_Assignment_
Print exactly the lines that run from the first line of the material to the line containing "2px #b3b7bc) drop-shadow(0", both ends included, and skip the pictures.

_Supplied information_
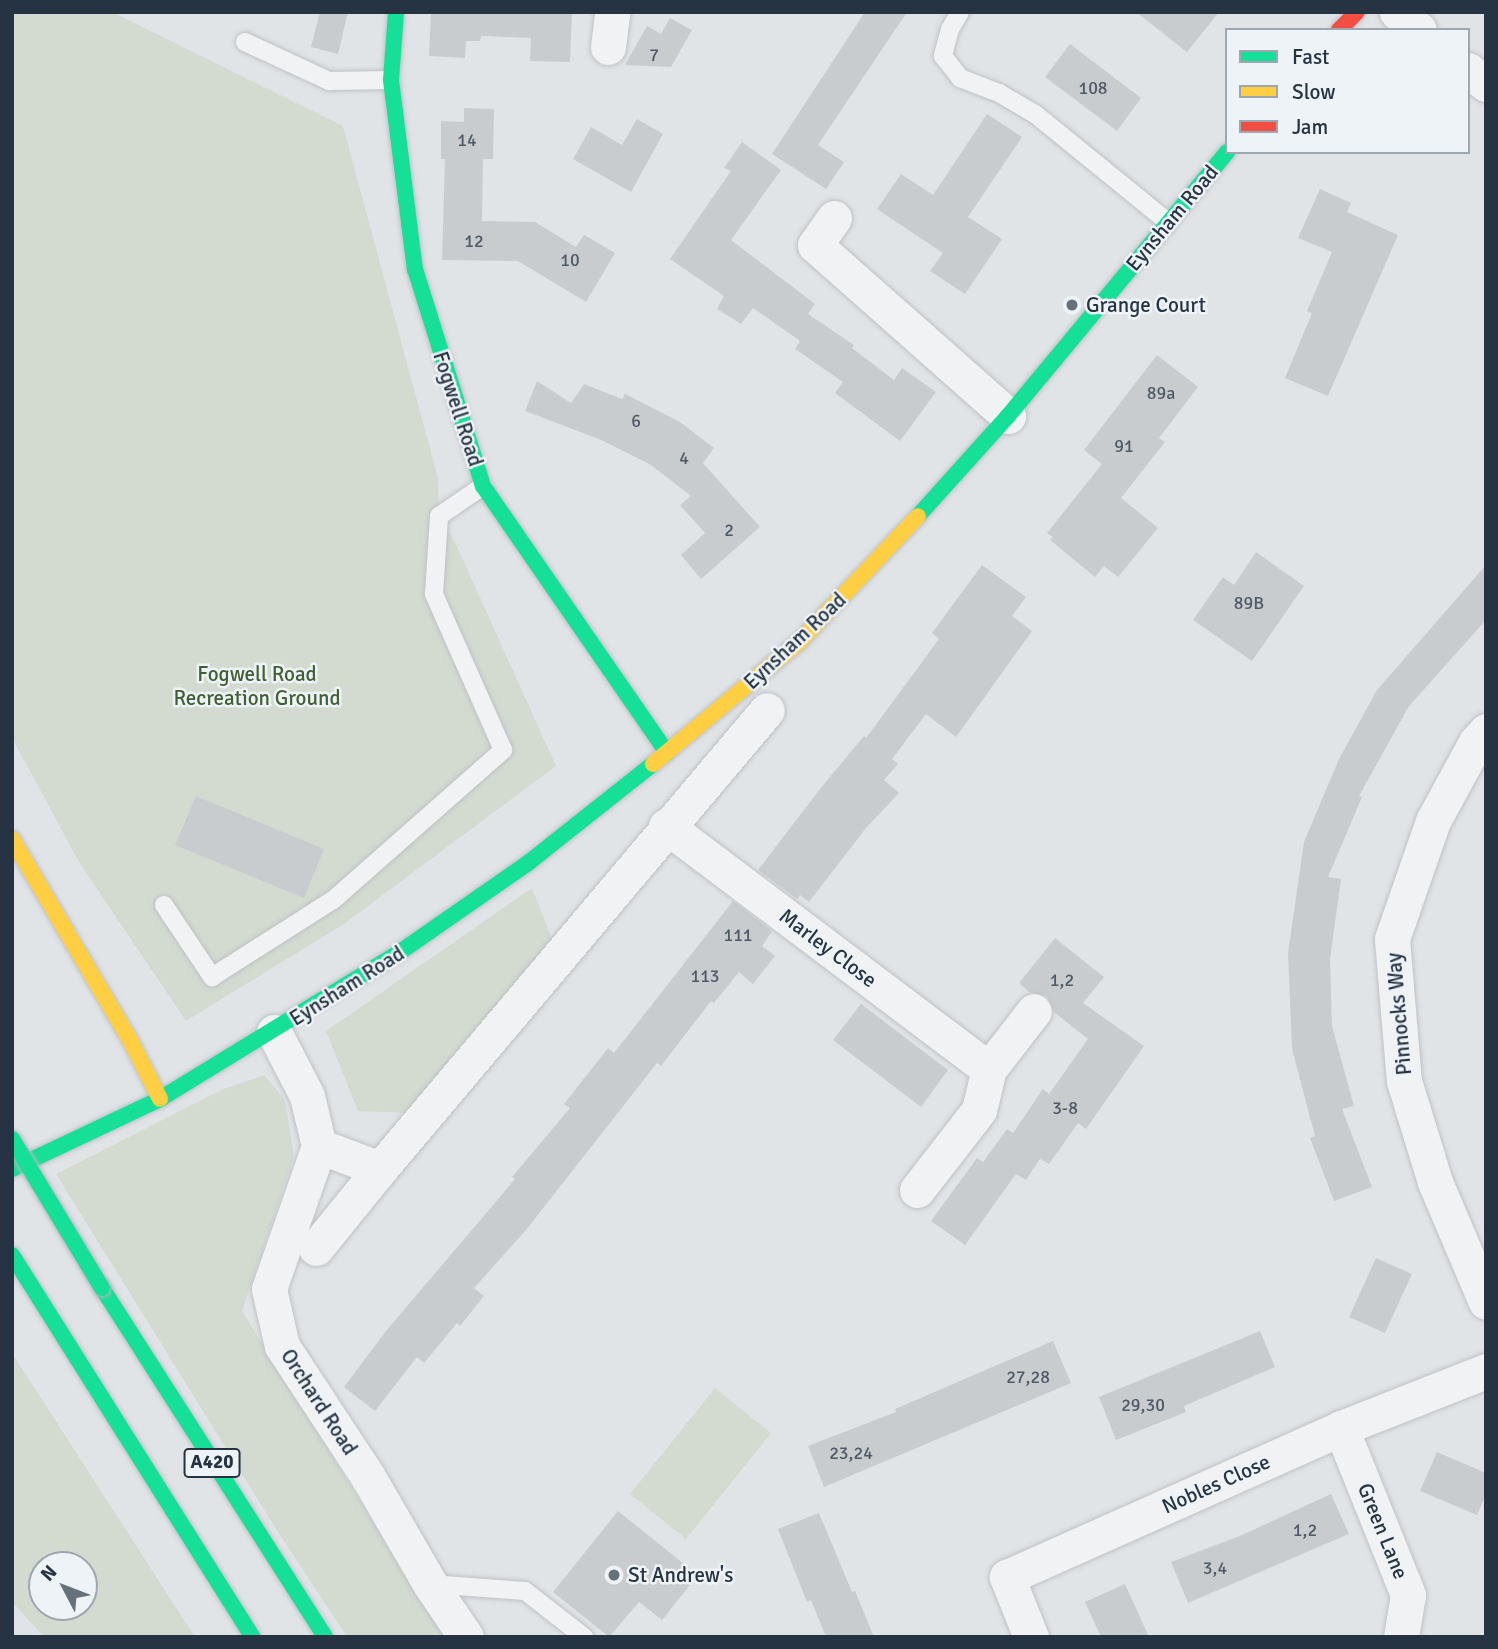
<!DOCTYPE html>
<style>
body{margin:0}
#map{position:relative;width:1498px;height:1649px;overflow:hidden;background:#e1e4e7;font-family:Signika,sans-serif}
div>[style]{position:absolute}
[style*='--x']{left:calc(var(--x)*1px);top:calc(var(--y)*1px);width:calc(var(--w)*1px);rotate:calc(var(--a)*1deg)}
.green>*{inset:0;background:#d3dbd1}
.building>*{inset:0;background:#c9cccf}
.roads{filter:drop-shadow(0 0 2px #bfc2c5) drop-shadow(0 0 2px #bfc2c5)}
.lane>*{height:18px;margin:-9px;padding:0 9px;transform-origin:9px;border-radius:9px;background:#f1f2f3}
.street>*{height:35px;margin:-17.5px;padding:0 17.5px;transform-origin:17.5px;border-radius:17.5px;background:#f1f2f3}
.fast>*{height:16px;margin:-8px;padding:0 8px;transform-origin:8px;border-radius:8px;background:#16e098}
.slow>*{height:16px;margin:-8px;padding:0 8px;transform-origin:8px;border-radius:8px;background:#ffcf43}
.jam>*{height:16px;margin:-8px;padding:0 8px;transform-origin:8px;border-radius:8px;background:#f24e42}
.bridges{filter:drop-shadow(0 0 2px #b3b7bc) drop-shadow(0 0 2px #b3b7bc)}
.fast-bridge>*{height:16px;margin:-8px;padding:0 8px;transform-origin:8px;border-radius:8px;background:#16e098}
.dots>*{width:19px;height:19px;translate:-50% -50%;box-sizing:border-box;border:4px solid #eef3f7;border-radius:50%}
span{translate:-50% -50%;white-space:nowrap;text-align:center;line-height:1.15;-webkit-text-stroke:5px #eef3f7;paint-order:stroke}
.number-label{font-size:18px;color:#505a66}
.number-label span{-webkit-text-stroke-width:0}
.shield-label span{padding:2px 5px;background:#eef3f7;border:2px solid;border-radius:5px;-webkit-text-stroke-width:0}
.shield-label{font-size:19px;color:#263342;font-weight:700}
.street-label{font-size:21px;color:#263342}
.poi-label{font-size:21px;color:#263342}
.left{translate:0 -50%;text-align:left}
.park-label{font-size:21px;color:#405f32}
.frame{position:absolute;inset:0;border:14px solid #263342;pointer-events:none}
.legend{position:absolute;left:1225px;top:28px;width:245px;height:126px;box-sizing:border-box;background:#eef3f7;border:2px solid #9ea6af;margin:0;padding:9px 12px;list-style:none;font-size:21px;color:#263342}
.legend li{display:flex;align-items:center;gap:14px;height:35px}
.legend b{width:35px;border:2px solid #9ea6af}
.north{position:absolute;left:28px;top:1551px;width:70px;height:70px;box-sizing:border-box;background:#eef3f7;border:2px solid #9ea6af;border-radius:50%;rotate:312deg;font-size:19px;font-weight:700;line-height:28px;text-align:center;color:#263342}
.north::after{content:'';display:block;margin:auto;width:24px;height:32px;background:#67717c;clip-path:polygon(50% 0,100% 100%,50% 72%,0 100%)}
</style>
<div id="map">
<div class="green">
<div style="clip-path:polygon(12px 12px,112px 12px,343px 126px,438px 478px,439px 516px,455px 542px,556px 766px,344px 924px,186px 1021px,79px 862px,12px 738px)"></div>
<div style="clip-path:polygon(532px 888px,554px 944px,409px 1113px,358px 1111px,326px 1031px)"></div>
<div style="clip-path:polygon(264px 1075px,285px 1100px,294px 1157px,242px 1311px,444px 1637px,347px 1637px,276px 1529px,56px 1174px,223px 1089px)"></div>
<div style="clip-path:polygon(evenodd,12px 1353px,195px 1637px,44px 1637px,12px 1602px,12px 1353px,84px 1565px,84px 1607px,42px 1607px,42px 1565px,84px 1565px)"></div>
<div style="clip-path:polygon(715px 1388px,771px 1433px,686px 1539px,630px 1494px)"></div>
</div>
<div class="building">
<div style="clip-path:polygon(320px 12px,348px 12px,338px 54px,311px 47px)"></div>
<div style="clip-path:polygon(431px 12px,572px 12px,570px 62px,530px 61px,531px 38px,481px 36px,480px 41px,466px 41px,465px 58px,429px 56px)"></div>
<div style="clip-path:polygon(865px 12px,907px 12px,818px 145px,844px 162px,826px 189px,772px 154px)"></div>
<div style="clip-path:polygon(1136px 12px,1219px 12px,1187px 52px)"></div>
<div style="clip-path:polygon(670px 18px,692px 30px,671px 67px,625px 65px,647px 26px,661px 34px)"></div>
<div style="clip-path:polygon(1070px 44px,1141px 98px,1117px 131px,1045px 77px)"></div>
<div style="clip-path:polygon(464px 108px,494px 109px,493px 159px,483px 159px,482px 221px,535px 222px,576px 247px,584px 235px,615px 253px,586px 302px,518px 261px,442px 260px,445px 159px,441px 159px,441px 121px,464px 122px)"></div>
<div style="clip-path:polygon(987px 114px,1022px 137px,968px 217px,1002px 239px,965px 294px,930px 271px,943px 253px,877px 209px,901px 174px,933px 195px)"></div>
<div style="clip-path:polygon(637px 119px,663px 134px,631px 192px,573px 159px,591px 127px,622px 145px)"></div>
<div style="clip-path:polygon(742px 142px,781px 170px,731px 240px,815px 304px,808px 314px,854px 345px,852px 348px,894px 380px,902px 368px,936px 392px,900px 441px,835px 393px,843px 382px,795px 349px,800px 341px,753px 308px,741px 324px,717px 309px,724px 296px,670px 259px,731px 171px,724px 168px)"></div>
<div style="clip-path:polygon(1320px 189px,1351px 203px,1347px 212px,1398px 235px,1328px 396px,1285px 378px,1312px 313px,1307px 311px,1332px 252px,1298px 238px)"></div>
<div style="clip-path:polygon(1157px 355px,1198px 387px,1159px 438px,1165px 442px,1121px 498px,1158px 528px,1118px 577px,1104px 566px,1095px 577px,1050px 540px,1053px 537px,1047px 533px,1102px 464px,1084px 450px)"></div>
<div style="clip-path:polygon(537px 381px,571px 403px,584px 384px,622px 399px,625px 394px,680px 422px,714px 448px,703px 463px,760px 527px,701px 579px,681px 555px,705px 533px,680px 505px,691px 496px,651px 465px,599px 439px,525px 411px)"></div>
<div style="clip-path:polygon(1256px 552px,1304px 586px,1252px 661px,1193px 620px,1223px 577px,1234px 585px)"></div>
<div style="clip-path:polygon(982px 565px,1026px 597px,1012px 616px,1032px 631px,956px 737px,926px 714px,892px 759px,898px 764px,884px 780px,899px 793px,866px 828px,809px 902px,800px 895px,797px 899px,758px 870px,820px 789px,864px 736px,866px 738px,939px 639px,932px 633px)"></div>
<div style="clip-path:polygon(1486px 565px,1486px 620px,1409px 706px,1359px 796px,1362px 797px,1328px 877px,1341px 879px,1330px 959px,1332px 1026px,1354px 1106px,1342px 1109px,1372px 1187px,1334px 1201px,1310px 1138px,1315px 1136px,1292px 1049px,1288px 953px,1304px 842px,1339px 759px,1377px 690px)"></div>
<div style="clip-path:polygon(196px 796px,324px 849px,304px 898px,175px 845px)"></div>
<div style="clip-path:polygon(733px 901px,772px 931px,762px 946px,775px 956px,753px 984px,739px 972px,714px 1003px,711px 1001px,661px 1066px,657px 1063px,526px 1230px,474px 1288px,484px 1296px,460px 1326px,457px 1323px,424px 1363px,417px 1357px,375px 1411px,344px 1387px,386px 1331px,515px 1179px,512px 1177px,570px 1108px,564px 1104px,608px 1048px,614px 1053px)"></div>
<div style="clip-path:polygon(1055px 938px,1104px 977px,1083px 1003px,1144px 1046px,1086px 1129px,1078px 1123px,1049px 1164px,1040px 1159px,1026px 1180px,1016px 1174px,965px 1245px,931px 1221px,977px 1158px,983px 1162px,1007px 1129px,1013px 1133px,1043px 1089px,1049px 1094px,1088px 1039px,1054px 1012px,1047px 996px,1029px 992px,1019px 983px)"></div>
<div style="clip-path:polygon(861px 1004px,948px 1070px,921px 1107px,833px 1040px)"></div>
<div style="clip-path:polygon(1376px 1258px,1412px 1274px,1385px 1333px,1349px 1317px)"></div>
<div style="clip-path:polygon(1260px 1331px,1275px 1367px,1184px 1406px,1186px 1412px,1116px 1440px,1099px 1397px)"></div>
<div style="clip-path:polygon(1053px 1341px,1071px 1383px,824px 1487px,808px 1446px,896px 1412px,895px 1409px)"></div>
<div style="clip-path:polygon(1437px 1452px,1486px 1473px,1486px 1494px,1477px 1515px,1420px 1491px)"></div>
<div style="clip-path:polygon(1331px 1494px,1349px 1534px,1188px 1603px,1171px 1562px,1242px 1535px)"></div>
<div style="clip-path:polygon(618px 1511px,698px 1575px,662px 1620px,639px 1602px,609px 1637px,553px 1592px)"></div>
<div style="clip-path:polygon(819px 1513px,852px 1592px,855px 1591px,874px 1637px,826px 1637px,811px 1600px,807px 1602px,778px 1529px)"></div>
<div style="clip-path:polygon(1125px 1584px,1149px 1637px,1101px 1637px,1085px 1602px)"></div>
</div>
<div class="roads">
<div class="lane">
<div style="--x:960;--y:12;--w:20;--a:120"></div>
<div style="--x:950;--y:29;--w:28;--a:105"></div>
<div style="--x:943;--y:56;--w:28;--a:52"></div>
<div style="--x:960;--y:78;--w:42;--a:21"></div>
<div style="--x:999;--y:93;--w:42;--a:30.3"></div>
<div style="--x:1035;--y:114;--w:171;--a:39.1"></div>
<div style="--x:245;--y:42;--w:93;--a:24.9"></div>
<div style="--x:329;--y:81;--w:62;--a:-0.9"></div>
<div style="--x:164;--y:905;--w:87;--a:56.3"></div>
<div style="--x:212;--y:977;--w:143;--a:-32.5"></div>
<div style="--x:333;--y:900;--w:227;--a:-41.4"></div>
<div style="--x:503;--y:750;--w:171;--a:-113.9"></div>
<div style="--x:434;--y:594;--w:78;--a:-86.3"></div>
<div style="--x:439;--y:516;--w:53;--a:-34.3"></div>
<div style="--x:430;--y:1584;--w:95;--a:4.2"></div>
<div style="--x:525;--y:1591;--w:75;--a:37.9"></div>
</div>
<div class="street">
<div style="--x:1397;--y:12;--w:28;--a:39"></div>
<div style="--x:608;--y:47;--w:35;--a:-83"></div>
<div style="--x:1468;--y:70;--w:23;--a:38"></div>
<div style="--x:834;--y:218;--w:33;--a:125"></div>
<div style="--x:815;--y:245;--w:258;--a:41.5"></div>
<div style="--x:1486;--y:731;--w:15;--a:132"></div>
<div style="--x:1476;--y:742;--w:90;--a:118.6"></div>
<div style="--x:1433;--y:821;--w:125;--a:109.2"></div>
<div style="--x:1392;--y:939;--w:143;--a:85.2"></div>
<div style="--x:1404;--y:1081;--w:106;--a:72.9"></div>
<div style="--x:1435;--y:1182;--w:130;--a:67"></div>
<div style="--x:666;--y:826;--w:404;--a:37"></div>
<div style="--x:989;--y:1069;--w:73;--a:-52.2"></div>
<div style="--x:274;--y:1032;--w:72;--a:62.7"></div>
<div style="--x:307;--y:1096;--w:51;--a:76.5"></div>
<div style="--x:319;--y:1146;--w:65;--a:20.7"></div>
<div style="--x:380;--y:1169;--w:600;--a:-49.86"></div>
<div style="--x:319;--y:1146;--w:151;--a:109.3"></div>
<div style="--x:269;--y:1289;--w:58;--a:77.2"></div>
<div style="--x:282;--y:1346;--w:157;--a:56.7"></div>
<div style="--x:368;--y:1477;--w:124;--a:59.9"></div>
<div style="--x:430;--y:1584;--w:64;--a:55.8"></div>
<div style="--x:917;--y:1190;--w:101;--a:-52.2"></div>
<div style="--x:979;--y:1110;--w:42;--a:-76.3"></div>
<div style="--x:316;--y:1248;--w:102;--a:-51"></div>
<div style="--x:1341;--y:1428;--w:180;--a:68.1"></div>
<div style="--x:1408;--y:1595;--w:43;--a:99.5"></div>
<div style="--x:1031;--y:1637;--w:65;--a:-111.8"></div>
<div style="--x:1007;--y:1577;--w:366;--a:-24"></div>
<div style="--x:1341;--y:1428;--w:156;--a:-21.5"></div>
</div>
<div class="fast">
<div style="--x:396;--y:12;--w:68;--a:94.2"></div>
<div style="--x:391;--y:80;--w:191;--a:82.8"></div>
<div style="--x:415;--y:269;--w:227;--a:72.6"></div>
<div style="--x:483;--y:486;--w:324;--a:55.4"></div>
<div style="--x:918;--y:516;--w:135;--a:-48"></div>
<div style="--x:1008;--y:416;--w:343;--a:-50.3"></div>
<div style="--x:12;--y:1169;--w:164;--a:-25.3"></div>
<div style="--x:160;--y:1099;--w:281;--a:-31.5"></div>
<div style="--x:400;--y:952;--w:156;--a:-34.8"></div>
<div style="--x:528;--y:863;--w:159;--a:-38.4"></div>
<div style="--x:12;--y:1255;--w:452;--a:57.8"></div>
<div style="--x:102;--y:1288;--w:414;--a:57.4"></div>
</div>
<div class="slow">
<div style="--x:653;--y:764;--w:190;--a:-39.9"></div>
<div style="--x:799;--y:642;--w:173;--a:-46.6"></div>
<div style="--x:12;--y:839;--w:233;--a:59.6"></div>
<div style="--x:130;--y:1040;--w:66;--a:63"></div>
</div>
<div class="jam">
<div style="--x:1339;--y:30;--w:25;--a:-45"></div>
</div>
</div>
<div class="bridges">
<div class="fast-bridge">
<div style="--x:12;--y:1139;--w:174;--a:58.9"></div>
</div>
</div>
<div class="dots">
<div style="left:1072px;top:305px;background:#67717c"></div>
<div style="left:614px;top:1575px;background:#67717c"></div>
</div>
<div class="number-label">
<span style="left:654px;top:55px">7</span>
<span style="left:1093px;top:88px">108</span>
<span style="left:467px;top:140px">14</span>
<span style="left:474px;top:241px">12</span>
<span style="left:570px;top:260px">10</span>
<span style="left:1161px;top:393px">89a</span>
<span style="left:636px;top:421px">6</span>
<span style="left:1124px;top:446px">91</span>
<span style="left:684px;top:458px">4</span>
<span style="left:729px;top:530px">2</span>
<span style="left:1249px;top:603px">89B</span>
<span style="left:738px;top:935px">111</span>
<span style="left:705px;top:976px">113</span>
<span style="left:1062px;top:980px">1,2</span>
<span style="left:1065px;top:1108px">3-8</span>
<span style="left:1028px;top:1377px">27,28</span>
<span style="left:1143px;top:1405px">29,30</span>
<span style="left:851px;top:1453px">23,24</span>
<span style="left:1305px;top:1530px">1,2</span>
<span style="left:1215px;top:1568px">3,4</span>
</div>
<div class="shield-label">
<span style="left:212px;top:1463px">A420</span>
</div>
<div class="street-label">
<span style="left:1172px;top:218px;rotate:-50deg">Eynsham Road</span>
<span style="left:458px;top:409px;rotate:72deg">Fogwell Road</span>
<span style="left:795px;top:641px;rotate:-43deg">Eynsham Road</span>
<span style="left:828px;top:948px;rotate:37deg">Marley Close</span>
<span style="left:347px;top:986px;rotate:-32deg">Eynsham Road</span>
<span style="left:1399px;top:1014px;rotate:-95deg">Pinnocks Way</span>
<span style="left:319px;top:1402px;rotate:57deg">Orchard Road</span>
<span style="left:1216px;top:1484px;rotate:-24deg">Nobles Close</span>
<span style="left:1383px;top:1531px;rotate:68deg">Green Lane</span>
</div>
<div class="poi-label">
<span class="left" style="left:1086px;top:305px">Grange Court</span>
<span class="left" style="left:628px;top:1575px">St Andrew's</span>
</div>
<div class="park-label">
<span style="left:257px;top:686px">Fogwell Road<br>Recreation Ground</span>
</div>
<div class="frame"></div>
<ul class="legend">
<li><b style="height:9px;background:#16e098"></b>Fast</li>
<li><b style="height:9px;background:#ffcf43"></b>Slow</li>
<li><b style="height:9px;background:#f24e42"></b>Jam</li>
</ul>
<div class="north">N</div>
</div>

_Completed task_
<!DOCTYPE html>
<style>
body{margin:0}
#map{position:relative;width:1498px;height:1649px;overflow:hidden;background:#e1e4e7;font-family:Signika,sans-serif}
div>[style]{position:absolute}
[style*='--x']{left:calc(var(--x)*1px);top:calc(var(--y)*1px);width:calc(var(--w)*1px);rotate:calc(var(--a)*1deg)}
.green>*{inset:0;background:#d3dbd1}
.building>*{inset:0;background:#c9cccf}
.roads{filter:drop-shadow(0 0 2px #bfc2c5) drop-shadow(0 0 2px #bfc2c5)}
.lane>*{height:18px;margin:-9px;padding:0 9px;transform-origin:9px;border-radius:9px;background:#f1f2f3}
.street>*{height:35px;margin:-17.5px;padding:0 17.5px;transform-origin:17.5px;border-radius:17.5px;background:#f1f2f3}
.fast>*{height:16px;margin:-8px;padding:0 8px;transform-origin:8px;border-radius:8px;background:#16e098}
.slow>*{height:16px;margin:-8px;padding:0 8px;transform-origin:8px;border-radius:8px;background:#ffcf43}
.jam>*{height:16px;margin:-8px;padding:0 8px;transform-origin:8px;border-radius:8px;background:#f24e42}
.bridges{filter:drop-shadow(0 0 2px #b3b7bc) drop-shadow(0 0 2px #b3b7bc)}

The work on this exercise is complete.